**Problem requirements:** I need the lines from the one with "Instruction: Transcribe the" through the end of the material, copied exactly and with nothing else included.

**Provided entries:**
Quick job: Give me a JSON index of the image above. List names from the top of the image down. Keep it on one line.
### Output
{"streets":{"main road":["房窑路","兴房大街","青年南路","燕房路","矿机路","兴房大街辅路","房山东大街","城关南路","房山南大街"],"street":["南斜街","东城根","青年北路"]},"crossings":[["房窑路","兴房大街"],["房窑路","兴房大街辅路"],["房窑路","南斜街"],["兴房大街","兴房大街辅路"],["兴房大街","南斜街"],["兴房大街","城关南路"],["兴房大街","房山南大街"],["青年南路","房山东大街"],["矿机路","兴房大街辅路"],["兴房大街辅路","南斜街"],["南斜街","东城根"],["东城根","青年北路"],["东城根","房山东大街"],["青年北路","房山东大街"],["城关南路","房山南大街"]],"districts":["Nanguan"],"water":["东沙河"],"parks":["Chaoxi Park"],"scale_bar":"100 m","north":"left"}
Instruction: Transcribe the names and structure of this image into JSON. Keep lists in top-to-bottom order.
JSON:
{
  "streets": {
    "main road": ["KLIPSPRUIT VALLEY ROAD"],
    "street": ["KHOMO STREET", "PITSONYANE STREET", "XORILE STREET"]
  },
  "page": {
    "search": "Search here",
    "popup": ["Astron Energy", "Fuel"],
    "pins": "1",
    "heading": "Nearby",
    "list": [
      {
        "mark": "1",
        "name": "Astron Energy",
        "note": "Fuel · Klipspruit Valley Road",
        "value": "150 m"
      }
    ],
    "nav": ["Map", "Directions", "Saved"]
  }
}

**Answer to this problem:**
Instruction: Transcribe the names and structure of this image into JSON. Keep lists in top-to-bottom order.
JSON:
{
  "streets": {
    "main road": ["KLIPSPRUIT VALLEY ROAD"],
    "street": ["KHOMO STREET", "PITSONYANE STREET", "XORILE STREET"]
  },
  "page": {
    "search": "Search here",
    "popup": ["Astron Energy", "Fuel"],
    "pins": "1",
    "heading": "Nearby",
    "list": [
      {
        "mark": "1",
        "name": "Astron Energy",
        "note": "Fuel · Klipspruit Valley Road",
        "value": "150 m"
      }
    ],
    "nav": ["Map", "Directions", "Saved"]
  }
}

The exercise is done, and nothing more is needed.